→ **To do**
Note how many lines of the material that follows include the string "slow", and state only that number.

→ **Exercise inputs**

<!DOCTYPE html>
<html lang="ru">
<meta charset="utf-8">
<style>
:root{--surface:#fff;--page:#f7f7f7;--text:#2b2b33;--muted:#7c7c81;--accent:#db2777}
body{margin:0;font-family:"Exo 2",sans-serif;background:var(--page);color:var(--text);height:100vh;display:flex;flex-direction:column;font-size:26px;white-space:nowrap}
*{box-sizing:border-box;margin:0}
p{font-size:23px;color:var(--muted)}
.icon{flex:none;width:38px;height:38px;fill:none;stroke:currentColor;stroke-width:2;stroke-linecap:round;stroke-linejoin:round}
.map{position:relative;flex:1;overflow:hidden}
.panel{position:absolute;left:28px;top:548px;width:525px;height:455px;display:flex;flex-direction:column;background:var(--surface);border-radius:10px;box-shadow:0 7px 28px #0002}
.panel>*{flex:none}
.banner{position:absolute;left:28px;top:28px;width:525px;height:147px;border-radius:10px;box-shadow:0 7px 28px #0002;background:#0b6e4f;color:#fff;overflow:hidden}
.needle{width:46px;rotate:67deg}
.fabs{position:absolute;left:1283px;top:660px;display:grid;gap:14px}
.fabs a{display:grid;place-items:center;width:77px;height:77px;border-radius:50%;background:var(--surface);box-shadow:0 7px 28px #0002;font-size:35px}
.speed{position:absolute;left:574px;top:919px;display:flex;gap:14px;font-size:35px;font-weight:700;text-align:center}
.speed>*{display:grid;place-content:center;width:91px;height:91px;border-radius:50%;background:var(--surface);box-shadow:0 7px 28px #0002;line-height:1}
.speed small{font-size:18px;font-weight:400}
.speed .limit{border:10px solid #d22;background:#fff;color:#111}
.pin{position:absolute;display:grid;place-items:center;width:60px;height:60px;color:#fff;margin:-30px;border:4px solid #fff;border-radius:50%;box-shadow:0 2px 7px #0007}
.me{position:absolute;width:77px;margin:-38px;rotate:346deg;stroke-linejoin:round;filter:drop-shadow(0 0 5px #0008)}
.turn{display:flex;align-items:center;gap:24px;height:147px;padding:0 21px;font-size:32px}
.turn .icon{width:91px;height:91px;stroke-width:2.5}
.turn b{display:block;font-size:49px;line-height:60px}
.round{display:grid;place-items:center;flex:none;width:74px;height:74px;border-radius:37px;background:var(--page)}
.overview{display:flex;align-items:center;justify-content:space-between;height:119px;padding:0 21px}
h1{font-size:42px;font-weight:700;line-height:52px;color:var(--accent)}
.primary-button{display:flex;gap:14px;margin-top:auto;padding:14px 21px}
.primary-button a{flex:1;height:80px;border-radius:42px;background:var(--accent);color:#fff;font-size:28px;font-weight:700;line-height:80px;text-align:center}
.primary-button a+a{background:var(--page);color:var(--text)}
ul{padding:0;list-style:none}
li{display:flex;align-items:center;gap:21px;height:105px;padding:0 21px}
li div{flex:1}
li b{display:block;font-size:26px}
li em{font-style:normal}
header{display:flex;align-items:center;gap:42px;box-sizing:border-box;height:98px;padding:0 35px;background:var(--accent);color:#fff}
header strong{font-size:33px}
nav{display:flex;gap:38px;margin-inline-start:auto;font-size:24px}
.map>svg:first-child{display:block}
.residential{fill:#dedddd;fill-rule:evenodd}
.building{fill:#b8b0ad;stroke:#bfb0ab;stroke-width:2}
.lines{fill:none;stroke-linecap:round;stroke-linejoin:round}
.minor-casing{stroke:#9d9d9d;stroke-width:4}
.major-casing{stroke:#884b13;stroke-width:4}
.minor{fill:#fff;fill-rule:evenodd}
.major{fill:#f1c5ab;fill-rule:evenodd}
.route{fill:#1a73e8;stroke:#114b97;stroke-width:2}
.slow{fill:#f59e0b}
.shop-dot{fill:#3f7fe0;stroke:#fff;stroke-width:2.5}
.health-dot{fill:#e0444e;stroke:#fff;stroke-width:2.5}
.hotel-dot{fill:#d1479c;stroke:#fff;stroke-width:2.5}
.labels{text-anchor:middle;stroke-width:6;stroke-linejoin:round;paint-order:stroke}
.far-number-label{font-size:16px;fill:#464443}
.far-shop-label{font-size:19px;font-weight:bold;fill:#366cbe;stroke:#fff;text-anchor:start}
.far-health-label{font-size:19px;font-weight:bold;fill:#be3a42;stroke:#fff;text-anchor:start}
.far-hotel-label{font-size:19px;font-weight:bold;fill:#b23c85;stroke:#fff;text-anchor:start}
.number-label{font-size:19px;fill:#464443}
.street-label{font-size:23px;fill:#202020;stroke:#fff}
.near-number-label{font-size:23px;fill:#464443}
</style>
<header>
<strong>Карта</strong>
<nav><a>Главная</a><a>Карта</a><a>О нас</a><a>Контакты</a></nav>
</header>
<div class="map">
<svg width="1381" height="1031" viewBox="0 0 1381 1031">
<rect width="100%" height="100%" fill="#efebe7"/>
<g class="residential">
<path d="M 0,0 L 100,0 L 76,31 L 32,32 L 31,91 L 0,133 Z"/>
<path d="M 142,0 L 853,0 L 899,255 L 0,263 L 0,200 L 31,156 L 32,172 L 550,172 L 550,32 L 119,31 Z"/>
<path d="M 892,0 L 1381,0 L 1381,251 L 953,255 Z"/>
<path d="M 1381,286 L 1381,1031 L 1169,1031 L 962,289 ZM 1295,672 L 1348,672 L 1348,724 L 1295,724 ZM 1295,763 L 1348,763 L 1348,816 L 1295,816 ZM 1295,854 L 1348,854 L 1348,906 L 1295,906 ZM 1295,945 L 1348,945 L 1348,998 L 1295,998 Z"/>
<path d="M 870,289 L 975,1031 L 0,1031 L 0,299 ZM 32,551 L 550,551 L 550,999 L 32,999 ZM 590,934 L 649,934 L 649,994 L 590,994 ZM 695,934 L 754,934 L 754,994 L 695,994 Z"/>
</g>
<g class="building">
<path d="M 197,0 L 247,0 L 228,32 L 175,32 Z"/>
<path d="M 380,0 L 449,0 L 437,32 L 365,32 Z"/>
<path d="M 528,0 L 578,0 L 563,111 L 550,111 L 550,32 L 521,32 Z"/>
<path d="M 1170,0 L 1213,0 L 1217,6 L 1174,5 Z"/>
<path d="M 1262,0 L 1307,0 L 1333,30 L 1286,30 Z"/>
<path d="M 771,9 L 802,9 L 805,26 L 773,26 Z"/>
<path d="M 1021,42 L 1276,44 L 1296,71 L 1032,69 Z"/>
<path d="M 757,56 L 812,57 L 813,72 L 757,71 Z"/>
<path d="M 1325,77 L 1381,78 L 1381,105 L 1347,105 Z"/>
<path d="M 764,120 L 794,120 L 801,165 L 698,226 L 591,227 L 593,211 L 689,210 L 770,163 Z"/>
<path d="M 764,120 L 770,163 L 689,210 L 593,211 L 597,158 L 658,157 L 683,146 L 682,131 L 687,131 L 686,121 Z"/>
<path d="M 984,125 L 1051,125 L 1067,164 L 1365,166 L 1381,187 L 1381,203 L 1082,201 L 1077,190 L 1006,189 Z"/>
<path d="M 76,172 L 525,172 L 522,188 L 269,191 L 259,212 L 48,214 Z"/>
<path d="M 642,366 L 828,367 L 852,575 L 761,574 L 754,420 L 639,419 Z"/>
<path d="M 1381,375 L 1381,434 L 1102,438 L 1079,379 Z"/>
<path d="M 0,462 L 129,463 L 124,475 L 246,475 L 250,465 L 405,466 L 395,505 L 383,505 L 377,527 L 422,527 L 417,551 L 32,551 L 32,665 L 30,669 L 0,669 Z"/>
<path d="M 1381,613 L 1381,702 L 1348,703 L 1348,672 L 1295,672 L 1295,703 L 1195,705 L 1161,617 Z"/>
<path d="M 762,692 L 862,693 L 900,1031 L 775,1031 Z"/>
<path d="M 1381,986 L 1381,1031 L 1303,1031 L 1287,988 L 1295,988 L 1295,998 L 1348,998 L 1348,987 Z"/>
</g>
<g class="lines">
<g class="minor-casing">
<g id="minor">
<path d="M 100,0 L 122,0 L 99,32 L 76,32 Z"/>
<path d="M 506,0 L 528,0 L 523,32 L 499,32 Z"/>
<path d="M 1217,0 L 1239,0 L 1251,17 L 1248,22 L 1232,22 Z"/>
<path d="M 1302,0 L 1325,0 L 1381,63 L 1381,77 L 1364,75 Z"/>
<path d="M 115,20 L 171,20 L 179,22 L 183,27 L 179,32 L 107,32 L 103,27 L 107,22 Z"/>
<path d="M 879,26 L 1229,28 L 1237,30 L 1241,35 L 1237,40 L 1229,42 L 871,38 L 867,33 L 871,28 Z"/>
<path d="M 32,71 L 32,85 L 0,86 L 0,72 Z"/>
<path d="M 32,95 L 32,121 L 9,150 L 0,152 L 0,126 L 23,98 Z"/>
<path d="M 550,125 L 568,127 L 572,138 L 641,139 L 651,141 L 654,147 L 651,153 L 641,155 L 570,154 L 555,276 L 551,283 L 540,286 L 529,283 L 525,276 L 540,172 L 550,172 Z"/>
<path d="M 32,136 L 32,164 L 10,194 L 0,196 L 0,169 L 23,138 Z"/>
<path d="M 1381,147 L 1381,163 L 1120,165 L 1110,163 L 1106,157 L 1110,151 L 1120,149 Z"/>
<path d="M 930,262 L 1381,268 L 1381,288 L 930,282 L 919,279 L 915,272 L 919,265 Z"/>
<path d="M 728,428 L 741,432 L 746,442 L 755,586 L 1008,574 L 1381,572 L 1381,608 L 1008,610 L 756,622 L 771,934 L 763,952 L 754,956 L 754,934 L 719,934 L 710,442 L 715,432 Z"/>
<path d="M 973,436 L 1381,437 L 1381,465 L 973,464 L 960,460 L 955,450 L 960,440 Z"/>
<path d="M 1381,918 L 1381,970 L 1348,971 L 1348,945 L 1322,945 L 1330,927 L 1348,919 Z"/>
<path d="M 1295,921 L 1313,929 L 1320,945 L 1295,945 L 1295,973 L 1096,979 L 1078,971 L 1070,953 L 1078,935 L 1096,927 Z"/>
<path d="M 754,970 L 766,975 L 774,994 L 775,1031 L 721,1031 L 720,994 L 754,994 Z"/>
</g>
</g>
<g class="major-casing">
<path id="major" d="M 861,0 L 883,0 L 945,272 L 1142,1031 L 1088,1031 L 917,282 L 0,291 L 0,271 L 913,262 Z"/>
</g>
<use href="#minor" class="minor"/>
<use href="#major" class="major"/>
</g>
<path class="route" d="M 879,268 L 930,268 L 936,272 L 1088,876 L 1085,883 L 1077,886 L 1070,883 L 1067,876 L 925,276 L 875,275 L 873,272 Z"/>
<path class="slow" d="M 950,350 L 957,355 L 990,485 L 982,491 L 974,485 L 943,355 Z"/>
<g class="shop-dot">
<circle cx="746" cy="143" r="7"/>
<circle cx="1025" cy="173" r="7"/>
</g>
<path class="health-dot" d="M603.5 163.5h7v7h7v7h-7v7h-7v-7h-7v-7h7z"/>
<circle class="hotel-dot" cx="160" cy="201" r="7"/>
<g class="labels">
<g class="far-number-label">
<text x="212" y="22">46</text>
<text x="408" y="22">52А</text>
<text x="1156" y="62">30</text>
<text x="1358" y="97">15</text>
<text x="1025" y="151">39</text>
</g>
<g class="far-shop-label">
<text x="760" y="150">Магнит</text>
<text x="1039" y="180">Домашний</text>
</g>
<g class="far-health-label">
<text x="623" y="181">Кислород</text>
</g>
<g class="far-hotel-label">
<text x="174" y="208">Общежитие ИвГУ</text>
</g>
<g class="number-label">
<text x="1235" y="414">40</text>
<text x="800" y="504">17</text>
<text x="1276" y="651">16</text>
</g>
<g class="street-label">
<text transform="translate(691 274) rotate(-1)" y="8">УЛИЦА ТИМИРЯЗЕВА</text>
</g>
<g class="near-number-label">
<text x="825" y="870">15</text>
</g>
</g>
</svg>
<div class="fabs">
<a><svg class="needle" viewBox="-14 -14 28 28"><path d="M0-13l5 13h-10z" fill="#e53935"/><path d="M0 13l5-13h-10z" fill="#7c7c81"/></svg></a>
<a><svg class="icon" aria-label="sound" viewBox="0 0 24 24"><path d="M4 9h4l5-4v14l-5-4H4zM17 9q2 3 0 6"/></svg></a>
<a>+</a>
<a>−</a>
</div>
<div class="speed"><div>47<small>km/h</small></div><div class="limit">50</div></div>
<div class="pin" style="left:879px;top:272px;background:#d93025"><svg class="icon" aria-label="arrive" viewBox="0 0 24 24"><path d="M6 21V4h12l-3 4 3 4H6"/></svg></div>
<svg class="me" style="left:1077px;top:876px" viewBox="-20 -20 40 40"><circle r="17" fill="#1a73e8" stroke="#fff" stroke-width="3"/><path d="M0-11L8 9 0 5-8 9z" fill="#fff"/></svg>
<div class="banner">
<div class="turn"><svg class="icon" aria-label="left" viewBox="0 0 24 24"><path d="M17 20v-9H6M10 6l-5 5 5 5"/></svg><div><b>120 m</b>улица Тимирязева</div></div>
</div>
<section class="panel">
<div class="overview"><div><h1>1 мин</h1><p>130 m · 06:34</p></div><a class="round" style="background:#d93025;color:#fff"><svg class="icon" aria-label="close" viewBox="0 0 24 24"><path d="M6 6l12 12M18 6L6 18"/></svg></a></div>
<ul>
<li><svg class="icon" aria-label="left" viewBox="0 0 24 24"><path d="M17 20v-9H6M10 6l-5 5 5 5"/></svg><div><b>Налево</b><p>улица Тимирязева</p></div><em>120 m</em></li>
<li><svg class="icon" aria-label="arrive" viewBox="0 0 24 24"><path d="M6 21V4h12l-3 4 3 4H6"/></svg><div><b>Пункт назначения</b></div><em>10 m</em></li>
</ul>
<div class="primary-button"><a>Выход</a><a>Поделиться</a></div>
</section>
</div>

→ **Problem solution**
2